The function for compliance complies
The function for compliance complies with a support for the Board, CEO and the operational activities to ensure compliance with the Nordic regulations that require a permit. The function for regulatory compliance is independent and is not involved in Nordiska's business operations. The function for compliance is part of the second line of defence and is directly subordinate to the CEO and reports directly to the CEO and to the Board.
This means that the function for compliance must:
- Partly identify the risks that exist for Nordiska not fulfilling its obligations under applicable regulations, external and internal, and monitor and check that the risks are managed by the functions concerned.
- Monitor and check compliance with the applicable regulations, internal and external.
- Provide advice and support to Nordiska's employees, CEO and Board of Directors on both the external and internal regulations.
- Inform and educate relevant people about new or changed external regulations.
- Check that new, or significantly changed, products, services, markets, processes, IT systems and major changes in Nordiska's operations and organisation comply with the external regulations.
- Monitor and check that the internal regulations and that Nordiska has appropriate internal regulations and routines to be able to identify the risks that exist for Nordiska not fulfilling its obligations under the applicable regulations, both external and internal. Furthermore, the function shall check that Nordiska has appropriate and effective routines and takes appropriate measures to minimise the risk of external regulations that are not being complied with.
- Make recommendations to the persons concerned based on the observations made by the function.
The third line of defence
The third line of defence consists of the function for internal audit.
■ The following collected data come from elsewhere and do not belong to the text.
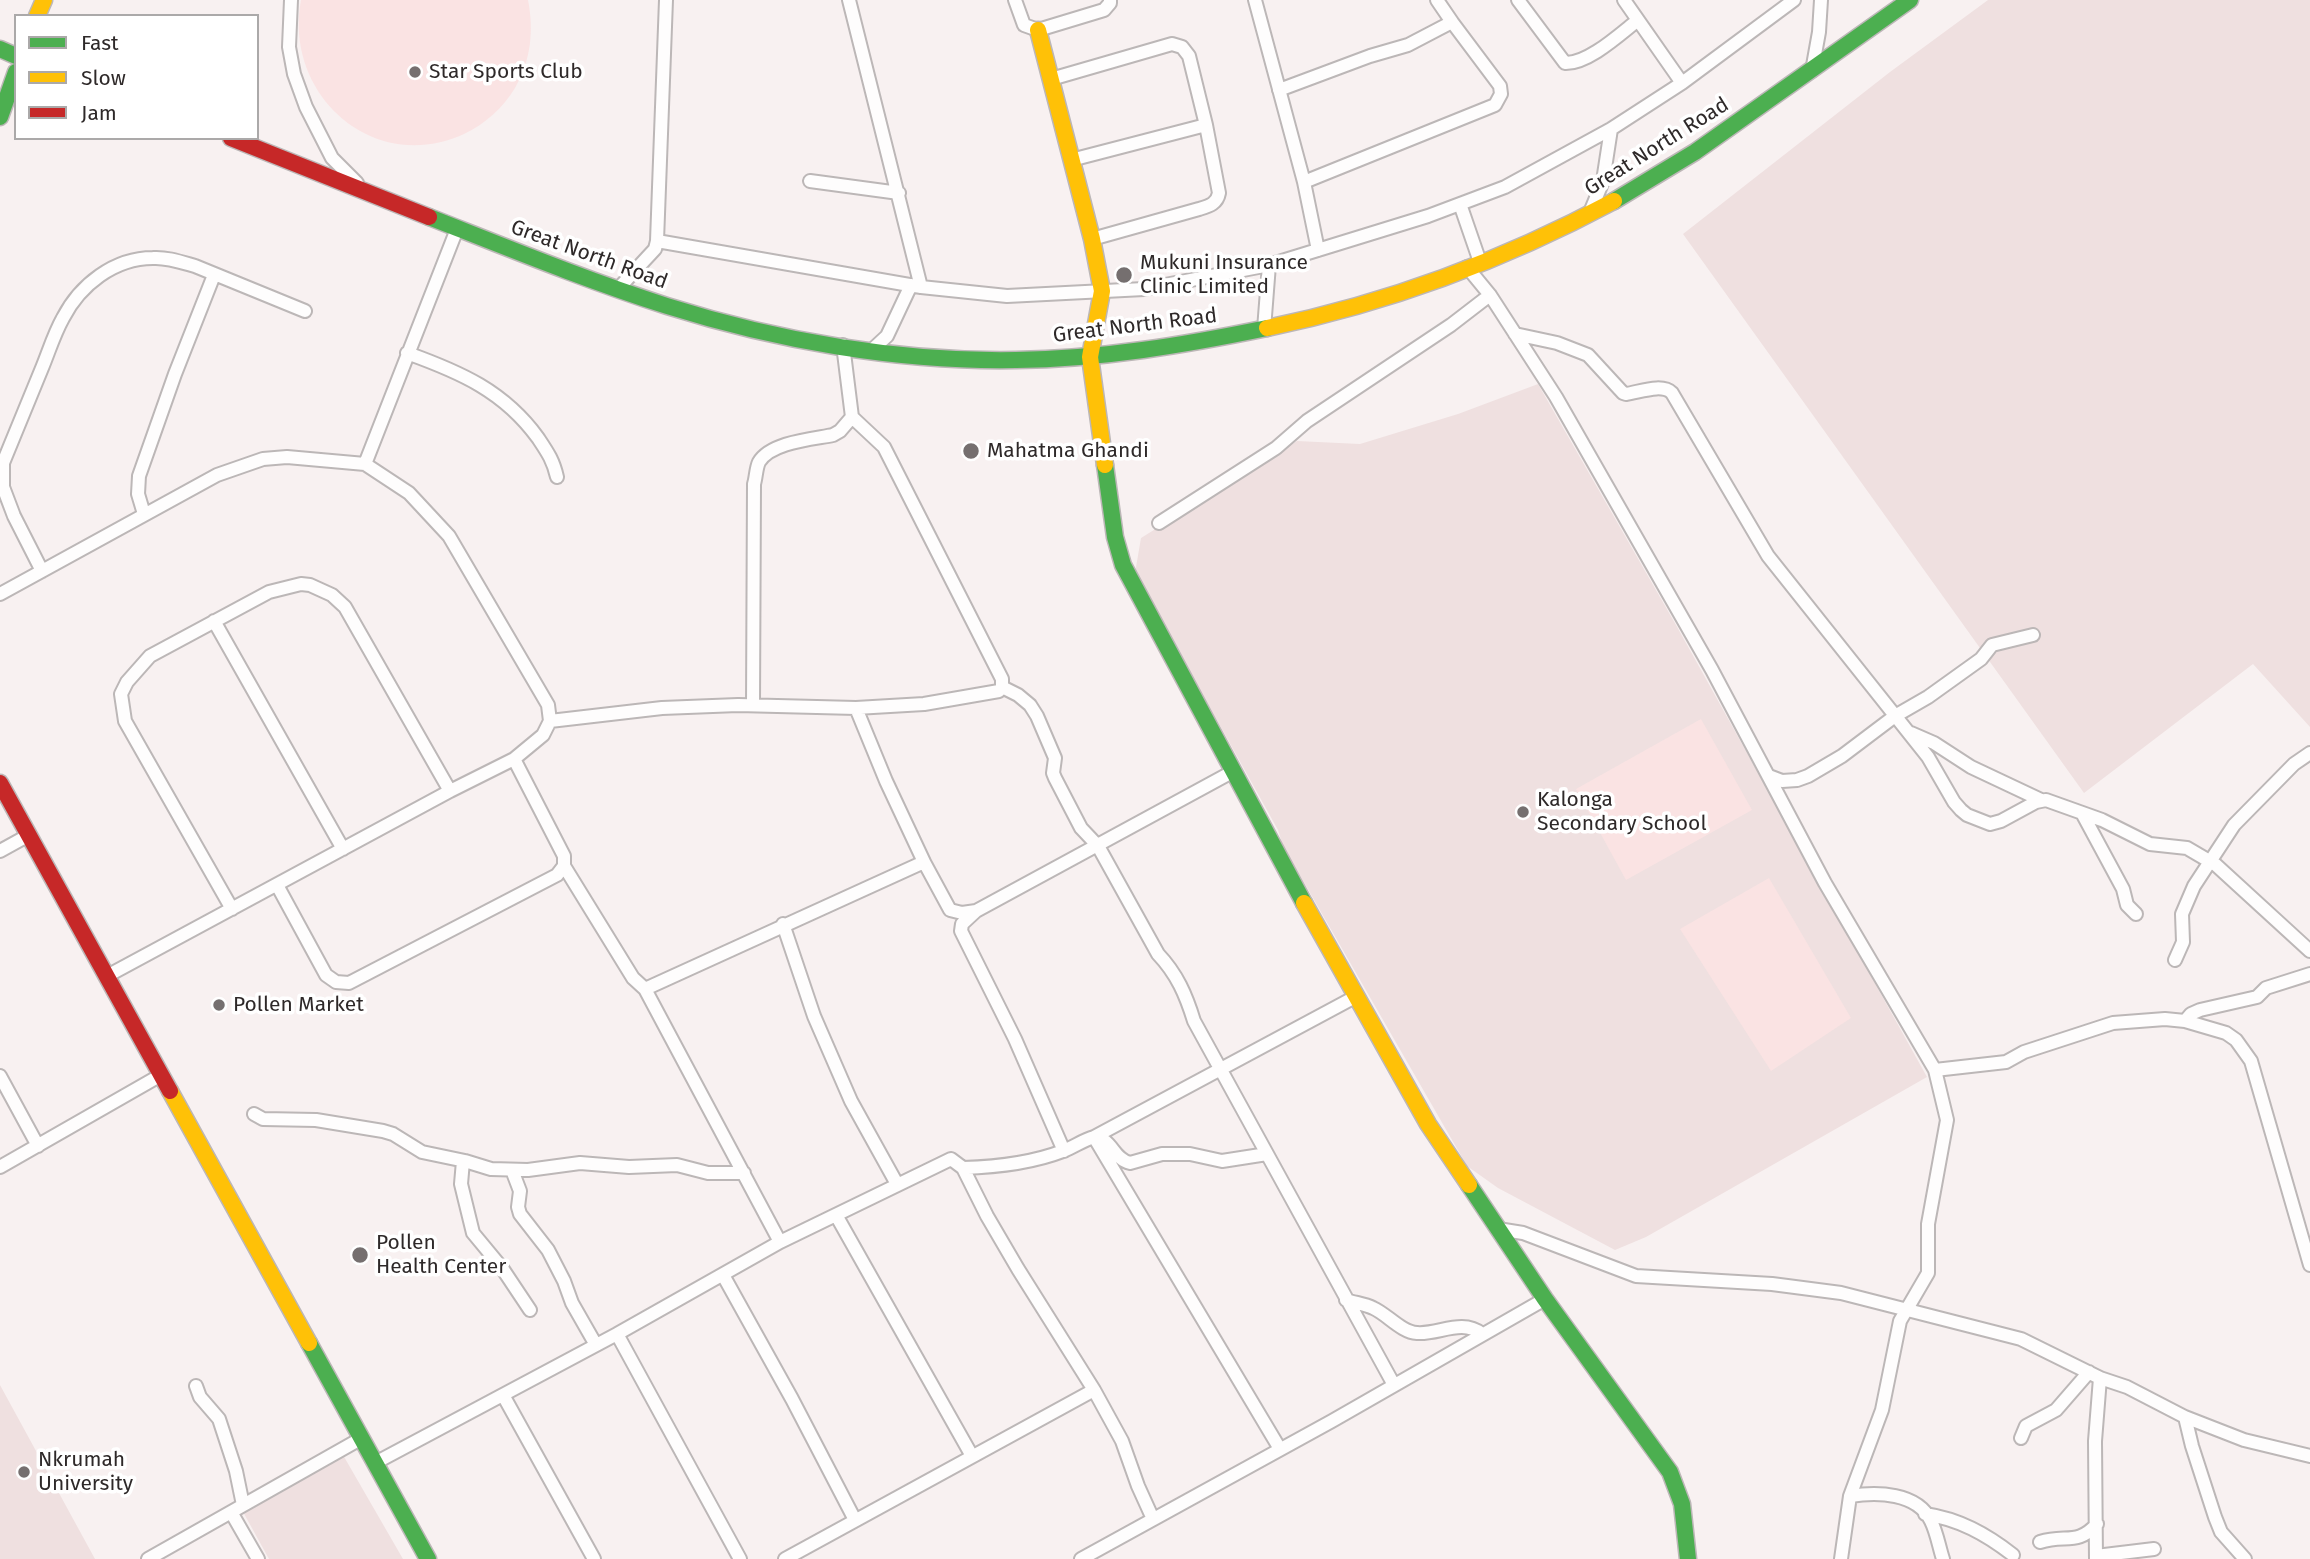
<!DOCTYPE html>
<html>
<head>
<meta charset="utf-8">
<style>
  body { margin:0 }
  #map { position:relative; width:2310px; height:1559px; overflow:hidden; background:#f8f1f1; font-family:"Fira Sans",sans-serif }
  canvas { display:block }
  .legend { position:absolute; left:14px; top:14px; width:245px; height:126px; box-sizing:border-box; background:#fff; border:2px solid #aba9a9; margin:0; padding:9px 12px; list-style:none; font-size:21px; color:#2e2929 }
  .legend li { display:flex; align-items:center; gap:14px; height:35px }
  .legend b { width:35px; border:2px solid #aba9a9 }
</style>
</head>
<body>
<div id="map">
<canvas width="2310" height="1559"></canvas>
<ul class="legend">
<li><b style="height:9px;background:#4caf50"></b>Fast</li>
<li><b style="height:9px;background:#ffc107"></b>Slow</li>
<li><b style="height:9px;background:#c62828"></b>Jam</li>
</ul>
</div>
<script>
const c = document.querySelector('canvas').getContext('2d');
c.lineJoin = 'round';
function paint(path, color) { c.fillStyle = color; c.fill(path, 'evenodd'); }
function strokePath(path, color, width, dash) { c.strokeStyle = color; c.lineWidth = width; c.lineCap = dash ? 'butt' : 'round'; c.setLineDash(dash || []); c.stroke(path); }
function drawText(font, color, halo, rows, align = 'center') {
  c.font = font + ' "Fira Sans",sans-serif'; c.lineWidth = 7; c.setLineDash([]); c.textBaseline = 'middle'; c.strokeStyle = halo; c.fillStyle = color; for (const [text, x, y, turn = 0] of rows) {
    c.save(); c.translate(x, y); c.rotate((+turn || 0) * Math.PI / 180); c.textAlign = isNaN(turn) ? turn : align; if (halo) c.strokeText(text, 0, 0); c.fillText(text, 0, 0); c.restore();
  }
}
const built = new Path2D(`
  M1988 0H2310V727L2253 664 2084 793 1683 234 1890 72Z
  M1538 384 1676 625 1927 1077 1646 1237 1615 1250 1498 1188 1467 1166 1283 846 1278 830 1135 573 1141 538 1297 441 1360 444 1458 414Z
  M0 1385 95 1559H0Z
  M343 1455 403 1559H269L242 1510Z`);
const green = new Path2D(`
  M301 0H528C534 31 531 60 515 88 503 108 485 124 464 134 373 176 283 94 301 0Z
  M1701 719 1752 810 1626 880 1576 789Z
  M1769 878 1851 1018 1771 1071 1680 929Z`);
const street = new Path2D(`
  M291 0 289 47 294 74 306 107 332 158 357 183
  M849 0 921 287
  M1015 0 1024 25 1038 30 1104 10 1110 3V0
  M1255 0 1304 182 1318 250
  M1437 0 1452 22
  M1518 0 1565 63C1588 64 1620 34 1638 20
  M1624 0 1682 83
  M1812 71 1819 32 1821 0
  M1051 79 1172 44 1182 47 1189 56 1206 125 1219 193C1217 204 1209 206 1199 209L1092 239
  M1279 90 1370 56 1408 45 1452 22 1500 86 1501 94 1495 105 1304 182
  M1071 160 1206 125
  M810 181 899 193
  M1460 204 1480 262
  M1591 210 1603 181 1611 129
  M657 241 666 0
  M1467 267 1490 295 1556 397 1712 670 1825 883 1935 1070 2006 1062 2024 1052 2113 1023 2165 1019 2185 1021 2226 1033 2236 1040 2251 1061 2310 1265
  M618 289 655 249 657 241 921 287 1007 296 1144 289 1269 265 1428 216 1505 187 1611 129 1682 83 1794 0
  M1264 329 1269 265
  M1515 334 1557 343 1588 355 1623 393 1626 394C1640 392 1662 383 1672 393L1768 556 1928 757 1954 802 1961 810 1967 815 1990 824 2001 821 2036 802 2046 800 2102 820 2150 844 2187 848 2216 865 2310 951
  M873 349 887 336 911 285
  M407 353C460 372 504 391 538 438 548 453 553 460 557 477
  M365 464 457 229
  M144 514 138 494 139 476 175 374 214 275
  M1159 523 1276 448 1307 421 1451 325 1490 295
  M42 571 14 516 3 487V463C16 431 29 399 42 368 49 351 54 334 63 318 80 285 114 258 153 258 167 257 181 262 195 266L305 311
  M0 594 217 475 263 459 287 457 365 464 409 493 449 536 548 705 550 721 543 735 514 759 450 791 107 976
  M214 621 343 849
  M1002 687 1018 695 1030 705 1037 716 1055 758 1053 773 1055 778 1081 828 1098 846 1158 954C1177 974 1186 995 1194 1021L1394 1385
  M753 705 754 484C756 478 756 468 759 462 771 442 813 439 833 435L840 431 852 417
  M550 721 662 708 738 705 856 708 924 704 999 691 1002 687V679L884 447 852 417 843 345
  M1911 733 1934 743 1971 767 2041 800
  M1769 776 1782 781 1797 780 1808 776 1842 756 1895 716 1928 697 1981 659 1992 645 2033 635
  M2082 813 2123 889 2127 905 2136 914
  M0 851 29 835
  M924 862 950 910 962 913 976 911 1232 772
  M564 866 633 978 645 989 780 1242
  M277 885 326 975 336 982 349 983 557 875 564 866V856L514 759
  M232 909 125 721 121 694 127 682 150 656 269 592 301 584 310 585 332 595 345 607 450 791
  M976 911 962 924 961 931 1015 1039 1064 1151
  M783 924 814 1016 851 1101 897 1184
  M2175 960 2183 942 2182 914 2194 886 2234 825 2294 764 2310 753
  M645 989 924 862 886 781 856 708
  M2185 1021 2191 1014 2200 1010 2257 997 2266 988 2310 974
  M0 1076 38 1146
  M254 1114 263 1119 316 1120 383 1131 393 1134 422 1152 465 1161 491 1169 528 1170 580 1163 629 1167 677 1165 708 1173H744
  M463 1161 461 1184 473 1233 502 1268 530 1310
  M0 1167 161 1075
  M963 1168C996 1167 1032 1163 1063 1151 1074 1147 1083 1140 1094 1137 1112 1138 1113 1159 1130 1163L1162 1154H1190L1222 1161 1267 1154
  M512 1170 520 1191 518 1207 520 1214 548 1250 564 1281 572 1303 596 1345
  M836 1215 972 1456
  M1498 1229 1523 1233 1636 1276 1772 1284 1841 1293 2021 1339 2100 1378 2127 1387 2185 1417 2244 1440 2310 1456
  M723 1275 792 1399 855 1520
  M1346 1300C1355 1303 1365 1304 1373 1308 1387 1314 1401 1332 1417 1333 1438 1335 1462 1318 1482 1334
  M617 1334 740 1559
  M196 1386 200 1397 219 1419 236 1471 243 1505
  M503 1395 594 1559
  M2185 1417 2192 1446 2215 1517 2221 1532 2245 1559
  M2021 1438 2026 1426 2056 1410 2089 1372
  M1280 1449 1094 1137 1355 997
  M375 1463 617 1334 780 1242 951 1159 963 1168 987 1216 1018 1269 1094 1390 1122 1441 1138 1486 1153 1519
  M1850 1496C1877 1492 1917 1492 1931 1521 1937 1533 1939 1547 1943 1559
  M231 1512 258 1559
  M1925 1514C1959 1519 1986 1534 2013 1555
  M2040 1542C2066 1534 2077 1546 2097 1524
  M2096 1556 2154 1549
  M148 1559 362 1438
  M785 1559 1094 1390
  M1081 1559 1332 1421 1545 1299
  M1841 1559 1850 1496 1882 1410 1900 1321 1928 1273V1224L1947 1120 1935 1070
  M2096 1559 2095 1441 2100 1378`);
const fast = new Path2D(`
  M0 49 16 56
  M0 117 16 72
  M1614 201 1695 152 1910 0
  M429 217C508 248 586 280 667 306 778 341 899 362 1016 360 1101 359 1185 345 1267 328
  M1105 465 1115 537 1123 565 1304 903
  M1469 1185 1545 1299 1670 1472 1682 1504 1688 1559
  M309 1343 428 1559`);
const slow = new Path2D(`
  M37 16 44 0
  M1038 30 1092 239 1102 291 1090 357 1105 465
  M1267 328C1388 303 1506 259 1614 201
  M1304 903 1428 1124 1469 1185
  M170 1091 309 1343`);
const jam = new Path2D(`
  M231 138 429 217
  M0 783 170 1091`);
const markers = [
  [415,72,7,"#756f6f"],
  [1124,275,9,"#756f6f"],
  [971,451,9,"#756f6f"],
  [1523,812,7,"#756f6f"],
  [219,1005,7,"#756f6f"],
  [360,1255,9,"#756f6f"],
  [24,1472,7,"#756f6f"]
];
const poiNames = [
  ["Star Sports Club",429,72],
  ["Mukuni Insurance",1140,263],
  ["Clinic Limited",1140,287],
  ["Mahatma Ghandi",987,451],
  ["Kalonga",1537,800],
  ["Secondary School",1537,824],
  ["Pollen Market",233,1005],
  ["Pollen",376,1243],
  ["Health Center",376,1267],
  ["Nkrumah",38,1460],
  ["University",38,1484]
];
const streetNames = [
  ["Great North Road",1657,147,-32],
  ["Great North Road",589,255,20],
  ["Great North Road",1135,326,-7]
];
paint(built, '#efe0e0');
paint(green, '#fae3e3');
strokePath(street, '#bcb7b7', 16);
strokePath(fast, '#bcb7b7', 19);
strokePath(slow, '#bcb7b7', 19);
strokePath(jam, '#bcb7b7', 19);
strokePath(street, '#fefdfd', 12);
strokePath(fast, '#4caf50', 16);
strokePath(slow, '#ffc107', 16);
strokePath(jam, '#c62828', 16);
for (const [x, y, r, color] of markers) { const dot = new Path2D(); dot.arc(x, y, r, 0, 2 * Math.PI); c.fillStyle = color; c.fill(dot); strokePath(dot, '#fff', 2.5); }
drawText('21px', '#2e2929', '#fff', poiNames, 'left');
drawText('21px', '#2e2929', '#fff', streetNames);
</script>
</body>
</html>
The function for internal audit is the Board's tool for meeting the requirements for a good and effective internal governance and control and is in this context organisationally separate from Nordiska's other functions and operations.
The internal audit function is responsible for reviewing and regularly evaluating whether internal control is effective and appropriate. Within the framework of the assignment, the function for internal audit shall, among other things, review and regularly evaluate the company's risk management, compliance with regulations, financial information and the second line of defence.
The function for internal audit
The function for internal audit is responsible for ensuring that there is an independent review and that the supervision of work is carried out within both the first and second line of defence. This means that the internal audit function works according to a current and risk-based audit plan established by the Board, where it reviews and regularly evaluates:
- Whether Nordiska's organisation, governance processes, IT systems, models and routines are appropriate and effective.
- If Nordiska's internal control is appropriate and effective.
- If the business is conducted in accordance with Nordiska's internal regulations.
- Nordiska's risk management based on the decided risk strategy and appropriate level of risk.
- If Nordiska's internal regulations are appropriate and compatible with external regulations.
- Reliability in Nordiska's financial reporting, including commitments off the balance sheet.
- Evaluate the reliability and quality of the work performed within Nordiska's control functions in the second line of defence.
- Makes recommendations to the persons concerned, based on the observations made by the internal audit, and follows up on measures that have been implemented.